Things about Breastfeeding

  • I knew that breastmilk is differently flavored depending on what the lactating lady eats, and that breastfed kids are supposed to be more adventurous eaters for that reason, and that of course the milk must be made of whatever I eat—but have been surprised to find that one day my milk smells kind of like tacos, and other day that it smells like split-pea soup. I am also surprised by how embarrassed I am to smell like taco milk. Oh, well.
  • The last time I left Joey home with his dad for a few hours, I relented and busted out the easy-peasy bottles someone gave us (Advent? Avent? Something), and that went over much better than the Breastflow one—and he still prefers to nurse by a mile, so I don’t have to worry about them.
  • My  mom worked as a lactation consultant for several years while I was in school before going back to school herself, and I was pretty clear on the advantages of breastfeeding long before I needed to be.
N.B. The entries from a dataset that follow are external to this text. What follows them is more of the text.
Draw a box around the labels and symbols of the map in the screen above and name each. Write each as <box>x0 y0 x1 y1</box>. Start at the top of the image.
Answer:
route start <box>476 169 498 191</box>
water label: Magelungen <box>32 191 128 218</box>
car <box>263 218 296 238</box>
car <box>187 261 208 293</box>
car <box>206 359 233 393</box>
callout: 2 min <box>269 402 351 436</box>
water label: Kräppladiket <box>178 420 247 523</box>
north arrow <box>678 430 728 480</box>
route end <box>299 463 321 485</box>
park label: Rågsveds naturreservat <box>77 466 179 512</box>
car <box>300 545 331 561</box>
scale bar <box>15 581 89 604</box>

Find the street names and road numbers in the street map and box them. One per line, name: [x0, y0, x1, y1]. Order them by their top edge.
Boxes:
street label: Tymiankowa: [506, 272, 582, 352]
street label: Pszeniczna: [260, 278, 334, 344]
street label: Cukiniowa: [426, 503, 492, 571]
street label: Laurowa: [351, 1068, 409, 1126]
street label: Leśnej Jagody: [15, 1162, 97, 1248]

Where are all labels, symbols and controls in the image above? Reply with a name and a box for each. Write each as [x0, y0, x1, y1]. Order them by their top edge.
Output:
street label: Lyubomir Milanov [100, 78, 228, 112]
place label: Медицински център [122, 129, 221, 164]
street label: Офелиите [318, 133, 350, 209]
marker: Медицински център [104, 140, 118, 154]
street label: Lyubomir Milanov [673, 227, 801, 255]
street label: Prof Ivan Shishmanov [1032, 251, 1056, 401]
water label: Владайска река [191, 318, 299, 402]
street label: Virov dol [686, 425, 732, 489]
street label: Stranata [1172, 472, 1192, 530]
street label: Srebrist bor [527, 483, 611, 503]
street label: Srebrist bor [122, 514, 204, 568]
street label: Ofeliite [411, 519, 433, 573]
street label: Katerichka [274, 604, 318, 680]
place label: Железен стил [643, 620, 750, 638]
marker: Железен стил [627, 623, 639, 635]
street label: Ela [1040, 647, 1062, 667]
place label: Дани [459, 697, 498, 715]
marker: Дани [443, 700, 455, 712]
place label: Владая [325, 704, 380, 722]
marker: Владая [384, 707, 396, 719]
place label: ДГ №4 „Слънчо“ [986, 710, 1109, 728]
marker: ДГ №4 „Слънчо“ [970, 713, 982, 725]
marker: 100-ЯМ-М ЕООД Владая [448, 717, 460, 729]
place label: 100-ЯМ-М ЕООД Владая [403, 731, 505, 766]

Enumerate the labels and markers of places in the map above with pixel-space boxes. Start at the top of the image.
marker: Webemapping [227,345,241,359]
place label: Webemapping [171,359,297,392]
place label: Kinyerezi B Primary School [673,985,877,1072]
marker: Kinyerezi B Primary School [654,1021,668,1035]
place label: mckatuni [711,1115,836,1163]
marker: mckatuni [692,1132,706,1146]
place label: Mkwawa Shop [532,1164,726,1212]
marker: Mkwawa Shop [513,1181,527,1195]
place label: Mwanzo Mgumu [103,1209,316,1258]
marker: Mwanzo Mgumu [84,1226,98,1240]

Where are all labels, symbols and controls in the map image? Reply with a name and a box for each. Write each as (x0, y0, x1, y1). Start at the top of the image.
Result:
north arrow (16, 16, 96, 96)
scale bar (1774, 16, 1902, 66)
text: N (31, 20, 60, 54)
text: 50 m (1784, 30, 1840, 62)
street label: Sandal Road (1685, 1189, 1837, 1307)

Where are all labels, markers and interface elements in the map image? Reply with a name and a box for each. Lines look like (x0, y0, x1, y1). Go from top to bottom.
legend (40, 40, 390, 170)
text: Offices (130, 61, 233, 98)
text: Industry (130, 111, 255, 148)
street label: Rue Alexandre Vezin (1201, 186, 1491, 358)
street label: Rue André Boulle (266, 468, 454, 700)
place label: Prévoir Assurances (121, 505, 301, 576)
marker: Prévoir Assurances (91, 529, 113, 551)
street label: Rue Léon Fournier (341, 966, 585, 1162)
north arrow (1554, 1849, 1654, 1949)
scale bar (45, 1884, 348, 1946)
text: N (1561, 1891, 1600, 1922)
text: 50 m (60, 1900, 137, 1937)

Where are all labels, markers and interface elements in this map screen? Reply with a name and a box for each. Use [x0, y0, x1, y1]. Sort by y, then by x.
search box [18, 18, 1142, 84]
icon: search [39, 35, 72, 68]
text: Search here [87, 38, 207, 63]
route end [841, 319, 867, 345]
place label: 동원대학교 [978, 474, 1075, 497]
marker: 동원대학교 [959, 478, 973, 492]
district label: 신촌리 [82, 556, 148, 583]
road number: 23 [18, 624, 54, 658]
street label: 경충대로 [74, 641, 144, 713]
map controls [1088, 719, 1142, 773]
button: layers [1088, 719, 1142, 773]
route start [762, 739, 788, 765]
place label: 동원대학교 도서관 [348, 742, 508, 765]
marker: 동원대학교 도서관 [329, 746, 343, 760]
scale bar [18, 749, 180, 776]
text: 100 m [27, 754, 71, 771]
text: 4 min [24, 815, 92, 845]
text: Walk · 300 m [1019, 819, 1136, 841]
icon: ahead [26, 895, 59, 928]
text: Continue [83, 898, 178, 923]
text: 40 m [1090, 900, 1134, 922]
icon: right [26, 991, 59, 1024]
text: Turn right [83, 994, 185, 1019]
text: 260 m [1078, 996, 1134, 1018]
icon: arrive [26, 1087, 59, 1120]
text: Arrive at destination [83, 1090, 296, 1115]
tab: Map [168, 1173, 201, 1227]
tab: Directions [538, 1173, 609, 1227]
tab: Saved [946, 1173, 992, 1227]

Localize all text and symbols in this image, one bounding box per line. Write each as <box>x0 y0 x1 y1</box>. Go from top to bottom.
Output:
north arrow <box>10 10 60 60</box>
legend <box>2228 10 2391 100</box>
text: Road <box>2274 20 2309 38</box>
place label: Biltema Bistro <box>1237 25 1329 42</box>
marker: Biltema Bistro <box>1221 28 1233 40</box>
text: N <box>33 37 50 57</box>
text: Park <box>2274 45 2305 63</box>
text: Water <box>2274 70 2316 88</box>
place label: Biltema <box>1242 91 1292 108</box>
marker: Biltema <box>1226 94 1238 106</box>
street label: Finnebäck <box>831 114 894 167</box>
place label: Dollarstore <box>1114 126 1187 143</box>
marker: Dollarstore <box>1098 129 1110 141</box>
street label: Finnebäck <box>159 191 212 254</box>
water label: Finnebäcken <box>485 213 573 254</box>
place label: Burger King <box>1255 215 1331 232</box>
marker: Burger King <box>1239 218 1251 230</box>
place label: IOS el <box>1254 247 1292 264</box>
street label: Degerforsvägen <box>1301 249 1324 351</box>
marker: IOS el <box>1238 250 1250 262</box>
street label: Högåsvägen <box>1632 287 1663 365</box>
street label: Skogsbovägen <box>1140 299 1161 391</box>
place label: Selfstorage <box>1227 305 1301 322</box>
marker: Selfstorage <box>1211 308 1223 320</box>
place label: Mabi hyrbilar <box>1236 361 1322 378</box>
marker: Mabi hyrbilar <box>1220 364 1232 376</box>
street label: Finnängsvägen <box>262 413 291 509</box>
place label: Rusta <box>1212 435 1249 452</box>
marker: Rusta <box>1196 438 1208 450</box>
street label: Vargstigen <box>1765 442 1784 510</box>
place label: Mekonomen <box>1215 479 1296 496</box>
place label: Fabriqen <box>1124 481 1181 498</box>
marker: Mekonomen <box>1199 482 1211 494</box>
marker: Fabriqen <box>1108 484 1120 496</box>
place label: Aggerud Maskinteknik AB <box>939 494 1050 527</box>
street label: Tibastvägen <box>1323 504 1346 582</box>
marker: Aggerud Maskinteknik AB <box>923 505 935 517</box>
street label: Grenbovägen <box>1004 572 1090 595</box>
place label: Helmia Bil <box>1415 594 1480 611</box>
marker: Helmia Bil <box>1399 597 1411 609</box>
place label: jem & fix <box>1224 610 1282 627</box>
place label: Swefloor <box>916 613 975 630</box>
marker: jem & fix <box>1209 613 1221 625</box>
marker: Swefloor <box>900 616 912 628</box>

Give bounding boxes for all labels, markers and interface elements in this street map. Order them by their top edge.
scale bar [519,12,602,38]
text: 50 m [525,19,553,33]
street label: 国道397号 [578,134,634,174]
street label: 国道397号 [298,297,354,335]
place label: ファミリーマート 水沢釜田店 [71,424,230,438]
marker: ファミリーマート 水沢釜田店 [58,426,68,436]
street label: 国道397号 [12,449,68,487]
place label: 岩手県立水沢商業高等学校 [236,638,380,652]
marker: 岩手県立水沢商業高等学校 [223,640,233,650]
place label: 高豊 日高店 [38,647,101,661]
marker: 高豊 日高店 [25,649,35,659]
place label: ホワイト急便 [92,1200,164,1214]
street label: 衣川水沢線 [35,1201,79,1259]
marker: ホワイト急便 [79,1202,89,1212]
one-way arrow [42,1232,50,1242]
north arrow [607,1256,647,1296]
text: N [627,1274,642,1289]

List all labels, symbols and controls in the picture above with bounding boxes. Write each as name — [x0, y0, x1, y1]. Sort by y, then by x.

At the same time, I never had occasion to hear that adoptive breastfeeding was this controversial thing, so when Ruth told me very cautiously that she hoped to breastfeed, I was uncomplicatedly delighted. She didn’t end up going ahead with the protocols, but I remember how surprised and relieved she and Nora seemed when I gave them my blessing.
  • There’s an internet group of parents I belong to, and whenever someone says something like “Now that he’s three months old, he’s gotten all the benefits of breastfeeding and we’re going to switch to formula,” a swarm of well-meaning lactivists try to talk them out of it. There are plenty of good reasons to keep nursing much longer than that, but I’ve never been comfortable telling another woman what she should do with her body unless asked, you know?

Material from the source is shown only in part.